Nurse-ins have popped up around the country in recent years, sometimes as headline-getting protests against a business where a nursing mother was hassled or yelled at, told to cover up, or asked to leave a store or restaurant, despite laws in the District of Columbia and 45 states that permit breast-feeding in any public or private location.

Hollister was the most recent target of a national nurse-in earlier this month, after a breast-feeding mom was kicked out of a changing room at the mall chain store. Women have also organized breast-feeding protests in recent years at Target, Delta airline counters, Applebee's restaurants and even Whole Foods, with word of the events spreading over social media.

Supporters say nurse-ins help improve attitudes toward public breast-feeding and make it easier for nursing moms to do their thing wherever and whenever they need to. Women are still being asked to nurse their children in bathrooms and are taunted by people who tell them what they are doing is disgusting, nasty or akin to urinating, defecating or even having sex in public view, advocates say.

Nurse-ins aren't radical, said Theuring, 36, who attended nurse-ins at Target and Hollister stores with her son, now 17 months. In fact, they're “more of a play date than a protest.” Most casual observers reacted to the Hollister nurse-in with "that's pretty cool," she said. 
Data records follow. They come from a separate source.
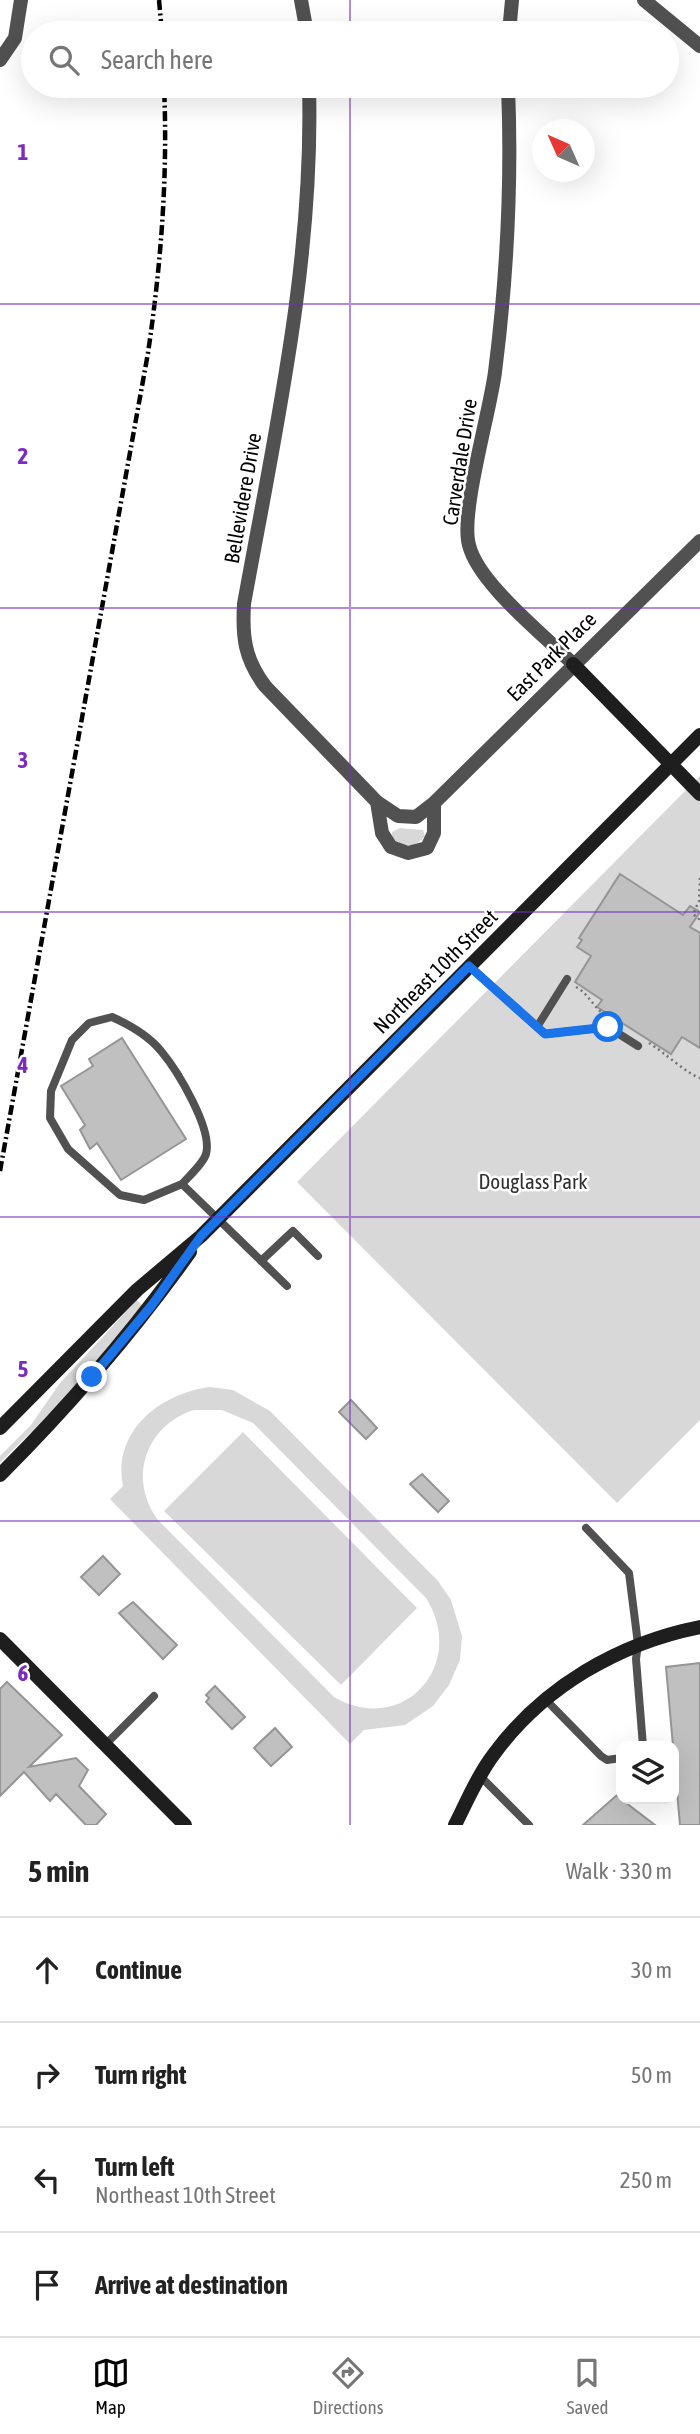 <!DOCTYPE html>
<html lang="en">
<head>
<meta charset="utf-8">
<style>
	:root { --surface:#fff; --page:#f6f6f6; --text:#222; --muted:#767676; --line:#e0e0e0; --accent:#000 }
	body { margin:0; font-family:"Asap Condensed",sans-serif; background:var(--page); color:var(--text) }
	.controls { position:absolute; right:21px; bottom:21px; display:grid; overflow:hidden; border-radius:14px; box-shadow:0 7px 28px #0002 }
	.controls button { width:63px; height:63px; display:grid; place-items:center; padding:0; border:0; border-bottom:2px solid var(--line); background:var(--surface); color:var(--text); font:35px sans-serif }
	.compass { position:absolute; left:532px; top:119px; width:63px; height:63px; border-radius:50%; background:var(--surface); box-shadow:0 7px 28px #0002; rotate:315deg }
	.stop { position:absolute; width:21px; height:21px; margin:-16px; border:5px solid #1a73e8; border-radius:50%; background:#fff }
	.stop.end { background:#1a73e8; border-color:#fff; box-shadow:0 2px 7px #0008 }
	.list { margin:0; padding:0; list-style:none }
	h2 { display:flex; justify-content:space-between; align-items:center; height:91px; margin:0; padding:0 28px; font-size:30px }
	h2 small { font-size:23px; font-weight:400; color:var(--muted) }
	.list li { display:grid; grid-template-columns:46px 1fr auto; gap:21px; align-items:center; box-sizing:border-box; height:105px; padding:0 28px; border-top:2px solid var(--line) }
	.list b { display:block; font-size:26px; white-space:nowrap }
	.list p { margin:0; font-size:23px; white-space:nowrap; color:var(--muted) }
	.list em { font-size:23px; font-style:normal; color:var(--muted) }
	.icon { flex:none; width:38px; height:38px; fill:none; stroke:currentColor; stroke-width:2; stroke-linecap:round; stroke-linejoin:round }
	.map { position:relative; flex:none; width:700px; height:1825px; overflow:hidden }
	.search { position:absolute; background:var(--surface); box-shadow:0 7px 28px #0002; left:21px; right:21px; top:21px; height:77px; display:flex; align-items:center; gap:18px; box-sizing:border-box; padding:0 24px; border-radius:38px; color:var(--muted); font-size:26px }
	.sheet { height:511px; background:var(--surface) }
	nav { display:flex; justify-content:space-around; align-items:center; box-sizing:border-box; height:98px; border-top:2px solid var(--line); background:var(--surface); font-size:19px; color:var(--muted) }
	nav a { display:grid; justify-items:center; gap:4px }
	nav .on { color:var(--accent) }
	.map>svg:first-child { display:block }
	.green { fill:#d8d8d8; fill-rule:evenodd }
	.building { fill:#c0c0c0; stroke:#959595; stroke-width:2 }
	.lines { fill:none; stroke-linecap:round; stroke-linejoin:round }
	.path { stroke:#737373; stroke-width:2.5; stroke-dasharray:2 3.5; stroke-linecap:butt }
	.lane { stroke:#515151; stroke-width:8 }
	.street { stroke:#515151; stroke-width:14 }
	.secondary { stroke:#1e1e1e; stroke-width:14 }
	.rail { stroke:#000; stroke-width:4.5; stroke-dasharray:10 3.5 2 3.5; stroke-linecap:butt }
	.route { stroke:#1a73e8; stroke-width:9 }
	.grid { fill:none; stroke:#7b2cbf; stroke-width:2; stroke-opacity:0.55 }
	.labels { text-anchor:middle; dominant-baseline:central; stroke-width:5; stroke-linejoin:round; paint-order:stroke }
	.street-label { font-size:21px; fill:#000; stroke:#fff }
	.park-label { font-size:21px; fill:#2f2f2f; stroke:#fff }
	.grid-label { font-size:23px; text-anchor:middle; font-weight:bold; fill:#7b2cbf; stroke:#fff; stroke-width:5; stroke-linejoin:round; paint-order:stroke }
</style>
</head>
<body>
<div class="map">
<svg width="700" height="1825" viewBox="0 0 700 1825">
	<rect width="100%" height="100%" fill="#fff"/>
	<path class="green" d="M700,776V1420L617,1503L297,1182Z
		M400,828L423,830L425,836C417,847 401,849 391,838L392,832Z
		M137,1300L143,1306L58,1405L0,1463V1456L31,1425L60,1383Z
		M210,1387L233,1390L270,1411L438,1581L451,1600L462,1636L460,1660L449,1685L433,1706L405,1725L364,1730L350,1744L110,1499L123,1486C112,1431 161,1393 210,1387ZM194,1410H222L253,1423L426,1598C468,1665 403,1737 334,1697L158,1520C127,1479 146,1425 194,1410Z
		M243,1432L417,1608L341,1685L164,1511Z"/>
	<path class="building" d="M620,874L683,915L690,906L700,912L690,927L700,933V1048L682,1037L671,1054L597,1007L602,1000L575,982L591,956L577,947L582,940L579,938Z
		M122,1038L186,1139L121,1180L97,1143L90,1149L80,1130L85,1125L61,1086L93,1066L89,1059Z
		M351,1400L377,1428L366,1439L339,1412Z
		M422,1474L449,1501L438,1512L410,1484Z
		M103,1556L120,1574L99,1595L81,1577Z
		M133,1602L177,1645L163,1659L119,1613Z
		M700,1663V1825H680L666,1667Z
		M7,1682L62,1735L29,1767L76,1758L88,1770L79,1786L106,1814L96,1825H86L56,1794L50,1801L24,1772L0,1796V1689Z
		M215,1686L245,1717L232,1729L206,1702L209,1698L206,1695Z
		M275,1728L292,1747L271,1766L254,1748Z
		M617,1795L621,1799L655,1825H583Z"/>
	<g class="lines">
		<path class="path" d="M700,878L699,901L693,914L700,920
			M576,987C589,994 593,1007 605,1015
			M649,1043C664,1052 687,1074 700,1078"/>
		<path class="lane" d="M469,966L545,1034L608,1027L638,1046
			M537,1027L567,979
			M182,1184C189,1176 203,1164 206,1154C213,1129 177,1070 161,1051C149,1036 130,1025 112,1017L89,1023L72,1040L51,1091L50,1118L68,1149L120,1195L144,1200L182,1184L287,1286
			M261,1261L293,1231L318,1256
			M586,1528L629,1573L638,1644L636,1659L643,1746
			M545,1699L601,1756L607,1760L621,1758
			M105,1745L154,1696
			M480,1776L529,1825"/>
		<path class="street" d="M301,0L307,33
			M644,0L700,46
			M509,33L512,0
			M0,60L15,38L21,0
			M309,86C314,261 275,432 244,604C242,638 245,659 265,686L377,802L382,833L391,847L408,853L427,848L434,833V803L700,541
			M508,86C512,182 507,277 495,372C490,412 460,513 469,545C478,583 544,635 573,664
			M377,802L398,816L416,817L434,803"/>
		<path class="secondary" d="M573,664L700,794
			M0,1428L137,1290L201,1236L700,735
			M0,1475C70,1405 133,1332 190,1252
			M0,1639L185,1825
			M455,1825C467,1801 478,1775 494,1754C543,1687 619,1643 700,1627"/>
		<path class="rail" d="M159,0L162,33
			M0,1171L148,353C161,264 168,176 164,86"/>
	</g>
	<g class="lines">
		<path class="route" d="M92,1377L152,1305L201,1236L469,966L545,1034L608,1027"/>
	</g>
	<path class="grid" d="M350,0V33M350,86V1825M0,304H700M0,608H700M0,912H700M0,1217H700M0,1521H700"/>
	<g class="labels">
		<g class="street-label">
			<text transform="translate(459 462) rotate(-81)">Carverdale Drive</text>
			<text transform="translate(242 498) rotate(-80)">Bellevidere Drive</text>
			<text transform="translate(551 656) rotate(-45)">East Park Place</text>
			<text transform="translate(435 971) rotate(-45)">Northeast 10th Street</text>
		</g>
		<g class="park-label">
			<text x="533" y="1181">Douglass Park</text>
		</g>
	</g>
	<g class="grid-label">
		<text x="23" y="160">1</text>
		<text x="23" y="464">2</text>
		<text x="23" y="768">3</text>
		<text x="23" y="1073">4</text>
		<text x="23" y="1377">5</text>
		<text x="23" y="1681">6</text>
	</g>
</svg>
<div class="controls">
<button><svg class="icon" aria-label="layers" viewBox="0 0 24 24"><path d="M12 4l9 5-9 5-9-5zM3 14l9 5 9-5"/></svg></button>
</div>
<svg class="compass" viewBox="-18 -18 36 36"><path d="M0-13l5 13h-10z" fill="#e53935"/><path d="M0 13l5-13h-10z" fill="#767676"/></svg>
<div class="stop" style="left:608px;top:1027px"></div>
<div class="stop end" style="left:92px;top:1377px"></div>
<div class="search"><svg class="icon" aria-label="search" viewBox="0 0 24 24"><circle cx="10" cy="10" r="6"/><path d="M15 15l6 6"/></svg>Search here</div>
</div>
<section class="sheet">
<h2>5 min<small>Walk · 330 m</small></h2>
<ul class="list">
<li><svg class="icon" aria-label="ahead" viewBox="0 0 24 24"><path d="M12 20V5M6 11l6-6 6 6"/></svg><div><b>Continue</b></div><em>30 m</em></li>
<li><svg class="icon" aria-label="right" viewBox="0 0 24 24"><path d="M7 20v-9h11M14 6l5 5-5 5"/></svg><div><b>Turn right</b></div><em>50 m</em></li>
<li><svg class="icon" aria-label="left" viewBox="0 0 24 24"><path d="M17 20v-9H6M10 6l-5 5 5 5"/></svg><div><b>Turn left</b><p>Northeast 10th Street</p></div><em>250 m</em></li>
<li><svg class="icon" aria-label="arrive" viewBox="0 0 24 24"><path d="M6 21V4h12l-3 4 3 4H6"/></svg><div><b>Arrive at destination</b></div></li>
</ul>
</section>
<nav>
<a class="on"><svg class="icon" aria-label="map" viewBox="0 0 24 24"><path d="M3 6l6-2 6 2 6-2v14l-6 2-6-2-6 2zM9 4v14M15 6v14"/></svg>Map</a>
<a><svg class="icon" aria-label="directions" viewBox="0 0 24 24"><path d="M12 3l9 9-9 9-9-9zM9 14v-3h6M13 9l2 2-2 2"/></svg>Directions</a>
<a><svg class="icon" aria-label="saved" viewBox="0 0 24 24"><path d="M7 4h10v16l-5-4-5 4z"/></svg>Saved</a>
</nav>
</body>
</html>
“There are not Molotov cocktails going through the windows of Hollister,” she told TODAY Moms. “We’re breast-feeding. Our kids are playing. It’s not an ugly thing.”
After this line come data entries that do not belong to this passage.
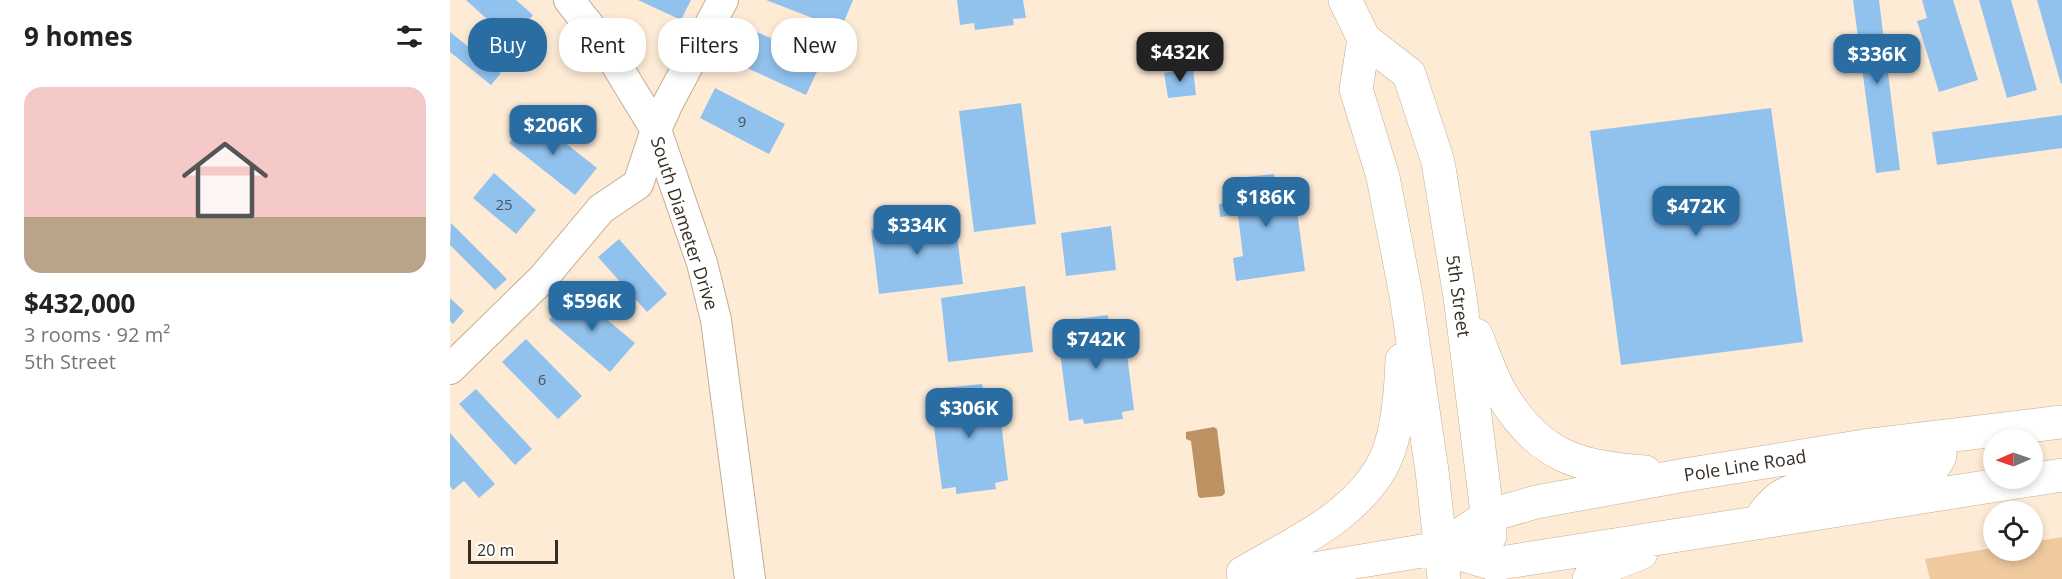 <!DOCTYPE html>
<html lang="en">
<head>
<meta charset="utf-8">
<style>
	body { margin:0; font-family:"Open Sans",sans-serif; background:#f6f6f6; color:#222; height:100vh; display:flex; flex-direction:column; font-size:22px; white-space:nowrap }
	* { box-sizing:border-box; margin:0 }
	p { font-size:20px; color:#767676 }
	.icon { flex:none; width:33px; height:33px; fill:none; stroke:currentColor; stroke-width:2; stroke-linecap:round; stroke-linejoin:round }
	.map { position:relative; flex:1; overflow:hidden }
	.panel { display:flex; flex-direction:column; background:#fff; width:450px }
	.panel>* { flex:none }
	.guide { position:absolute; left:18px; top:18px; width:570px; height:54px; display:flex; gap:12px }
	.needle { width:39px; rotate:268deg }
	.buttons { position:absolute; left:1533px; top:429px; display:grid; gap:12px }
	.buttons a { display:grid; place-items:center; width:60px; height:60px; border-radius:50%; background:#fff; box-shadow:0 3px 9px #0003; font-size:30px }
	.scale { position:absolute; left:18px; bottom:15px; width:90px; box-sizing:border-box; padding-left:6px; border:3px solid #362d23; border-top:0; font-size:16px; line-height:21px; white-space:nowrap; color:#362d23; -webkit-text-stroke:4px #fff; paint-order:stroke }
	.price { position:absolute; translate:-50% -51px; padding:0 14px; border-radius:12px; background:#296da2; color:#fff; font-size:20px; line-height:39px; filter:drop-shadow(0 2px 3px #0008) }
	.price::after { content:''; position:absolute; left:50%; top:36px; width:18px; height:14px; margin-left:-9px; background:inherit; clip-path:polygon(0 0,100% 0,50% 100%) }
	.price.selected { background:#222; color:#fff }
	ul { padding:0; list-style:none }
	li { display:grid; align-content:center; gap:12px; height:318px; padding:0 24px }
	li span { display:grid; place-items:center; height:186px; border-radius:18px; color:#555 }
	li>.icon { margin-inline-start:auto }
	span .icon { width:108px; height:108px; fill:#fffc; stroke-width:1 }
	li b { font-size:26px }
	h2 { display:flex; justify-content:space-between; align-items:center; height:72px; padding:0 24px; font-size:26px }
	.tag { padding:0 21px; border-radius:24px; background:#fff; box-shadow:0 3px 9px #0003; font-size:21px; line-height:54px }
	.tag.selected { background:#296da2; color:#fff }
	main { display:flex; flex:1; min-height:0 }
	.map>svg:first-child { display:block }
</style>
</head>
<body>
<main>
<section class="panel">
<h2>9 homes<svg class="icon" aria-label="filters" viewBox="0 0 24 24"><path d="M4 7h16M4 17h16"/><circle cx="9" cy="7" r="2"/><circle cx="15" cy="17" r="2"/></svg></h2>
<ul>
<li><span style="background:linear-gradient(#f6c9c9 70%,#b9a48a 0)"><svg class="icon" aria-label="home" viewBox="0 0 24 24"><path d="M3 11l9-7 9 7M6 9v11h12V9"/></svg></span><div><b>$432,000</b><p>3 rooms · 92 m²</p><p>5th Street</p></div></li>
</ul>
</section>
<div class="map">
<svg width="1612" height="579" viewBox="0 0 1612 579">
	<rect width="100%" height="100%" fill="#feebd6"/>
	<!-- green -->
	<path fill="#f0c99e" d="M 1612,537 L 1612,579 L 1480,579 L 1475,559 L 1543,548 L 1544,550 L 1582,550 L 1583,542 Z"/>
	<!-- water -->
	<path fill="#bc9263" d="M 764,427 L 767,429 L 775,493 L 772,496 L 750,498 L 748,496 L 741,441 L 736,439 L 736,432 Z"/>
	<!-- building -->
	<path fill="#91c2ee" d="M 16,0 L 66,0 L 83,15 L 61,41 Z
		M 188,0 L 241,0 L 231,20 Z
		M 316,0 L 403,0 L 391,29 Z
		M 507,0 L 573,0 L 576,18 L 563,19 L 564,25 L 525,30 L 524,23 L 510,25 Z
		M 1403,0 L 1429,0 L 1450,170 L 1426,173 Z
		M 1472,0 L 1503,0 L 1528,80 L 1489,92 L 1467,21 L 1477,18 Z
		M 1529,0 L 1561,0 L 1587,90 L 1557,98 Z
		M 1587,0 L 1612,0 L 1612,83 L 1611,84 Z
		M 298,28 L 372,61 L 356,95 L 284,62 Z
		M 0,32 L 51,73 L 41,85 L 0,52 Z
		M 743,68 L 746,95 L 718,98 L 714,73 Z
		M 265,88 L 335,124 L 319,154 L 250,118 Z
		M 571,103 L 586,224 L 524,232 L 509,111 Z
		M 1321,108 L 1353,342 L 1171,365 L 1140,131 Z
		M 1612,115 L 1612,148 L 1487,165 L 1482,132 Z
		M 81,116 L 147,168 L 125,195 L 59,143 Z
		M 44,173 L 86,210 L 66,234 L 23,198 Z
		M 824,174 L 825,182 L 843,180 L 855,271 L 786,281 L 783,258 L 793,256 L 788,215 L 770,217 L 769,204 L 782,202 L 780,186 L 797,184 L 796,177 Z
		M 505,219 L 513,284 L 429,294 L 421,229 Z
		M 1,223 L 57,279 L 45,290 L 0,245 Z
		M 661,226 L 666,270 L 616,276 L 611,233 Z
		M 169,239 L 217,294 L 197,312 L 148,257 Z
		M 575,286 L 583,352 L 498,362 L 491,298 Z
		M 123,291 L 185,343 L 160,372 L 99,320 Z
		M 0,298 L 14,311 L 3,324 L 0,321 Z
		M 658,315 L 659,324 L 673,322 L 684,410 L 672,412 L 673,419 L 634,424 L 633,419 L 619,421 L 607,330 L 620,329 L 619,320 Z
		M 76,339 L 132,396 L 108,419 L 52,362 Z
		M 532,384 L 533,390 L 547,388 L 558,480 L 545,483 L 546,489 L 506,494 L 506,487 L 492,489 L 480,397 L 494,395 L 493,388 Z
		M 26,389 L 82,449 L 65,465 L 9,404 Z
		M 0,433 L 45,484 L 29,498 L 14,481 L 3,490 L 0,486 Z"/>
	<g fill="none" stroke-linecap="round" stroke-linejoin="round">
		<defs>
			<path id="street" d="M 119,0 L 153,43 L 206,130 L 252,263 L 266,320 L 300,579
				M 0,369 L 93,278 L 151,209 L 188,184 L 206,130 L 217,105 L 273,0"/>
			<path id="secondary" d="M 895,0 L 914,39 L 959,74 L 988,162 L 1010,297 L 1040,536
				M 914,39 L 906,89 L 933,177 L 956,295 L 982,471 L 994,579
				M 1026,335 C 1034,354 1041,377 1052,395 C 1089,456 1127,467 1195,472
				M 1308,523 C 1314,513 1320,505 1329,498 C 1354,479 1439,474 1474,469 L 1484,466 L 1490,456 L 1489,437
				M 990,548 L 1044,564 L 1612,475
				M 793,573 C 842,544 900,520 931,468 C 947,441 951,391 952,360
				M 803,579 L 990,548 L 1038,516 L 1086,502 L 1235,475 L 1414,446 L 1612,422
				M 1139,579 L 1165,563 L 1191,553"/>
		</defs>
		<!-- street casing -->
		<use href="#street" stroke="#c4ad94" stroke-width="32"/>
		<!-- secondary casing -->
		<use href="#secondary" stroke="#c4ad94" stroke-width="34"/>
		<!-- street -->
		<use href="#street" stroke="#fff" stroke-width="30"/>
		<!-- secondary -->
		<use href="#secondary" stroke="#fff" stroke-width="33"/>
	</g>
	<g text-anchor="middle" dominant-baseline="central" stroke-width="4.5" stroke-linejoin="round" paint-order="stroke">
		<!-- number labels -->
		<g font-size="15" fill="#4d5256">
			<text x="292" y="121">9</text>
			<text x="54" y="204">25</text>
			<text x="92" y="379">6</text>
		</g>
		<!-- street labels -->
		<g font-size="18" fill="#362d23" stroke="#fff">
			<text transform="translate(235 223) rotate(72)">South Diameter Drive</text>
			<text transform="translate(1009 296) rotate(82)">5th Street</text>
			<text transform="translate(1295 465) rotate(-9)">Pole Line Road</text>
		</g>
	</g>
</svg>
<div class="buttons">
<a><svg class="needle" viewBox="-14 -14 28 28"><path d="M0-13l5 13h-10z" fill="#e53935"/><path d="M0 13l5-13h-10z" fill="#767676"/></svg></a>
<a><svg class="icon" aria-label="locate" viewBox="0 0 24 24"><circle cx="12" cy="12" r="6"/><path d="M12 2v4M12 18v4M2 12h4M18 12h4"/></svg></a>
</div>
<div class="scale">20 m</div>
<b class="price selected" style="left:730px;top:83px">$432K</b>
<b class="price" style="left:1427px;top:85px">$336K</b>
<b class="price" style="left:103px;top:156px">$206K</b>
<b class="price" style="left:816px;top:228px">$186K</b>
<b class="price" style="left:1246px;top:237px">$472K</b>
<b class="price" style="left:467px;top:256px">$334K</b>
<b class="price" style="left:142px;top:332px">$596K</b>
<b class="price" style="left:646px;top:370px">$742K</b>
<b class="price" style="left:519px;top:439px">$306K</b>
<div class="guide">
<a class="tag selected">Buy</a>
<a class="tag">Rent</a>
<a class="tag">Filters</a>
<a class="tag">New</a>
</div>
</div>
</main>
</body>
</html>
In August, Rachel Papantonakis organized the “Great Nurse-in” on the National Mall in Washington in response to all of the stories of women being harassed for nursing in public.

“It’s getting to, this is a normal, natural thing,” said Papantonakis, 32, of Washington, who has a 1-year-old son and a 3-year-old daughter.

“The only way that’s going to happen is women getting out there and breast-feeding and people getting used to it,” she said. “One hundred years ago it was shocking to see a woman in pants, and now it’s no big deal. We could do the same thing with nursing.”

Still, not all breast-feeding advocates think that nurse-ins are the best way to get there. Like Blumenfeld, Rochelle McLean, a lactation consultant in Oceanside, Calif., feels that nurse-ins can backfire. 

“In the moms’ minds, they are doing something proactive, but to the general public, the people who oppose public breast-feeding, the nurse-ins foster their beliefs that it’s overzealous crazy people,” McLean said, adding that she would rather see more education on the benefits of breast-feeding.

Rather than organize protests, Blumenfeld encourages women to breast-feed in public just like it's normal -- because, she said, it should be. 

“To take something that is normal, like breast-feeding, and then try to make it special by having a nurse-in, is problematic,” she said. “The first thing we need to do is practice breast-feeding in public in a normal, everyday fashion to teach women that this is OK.”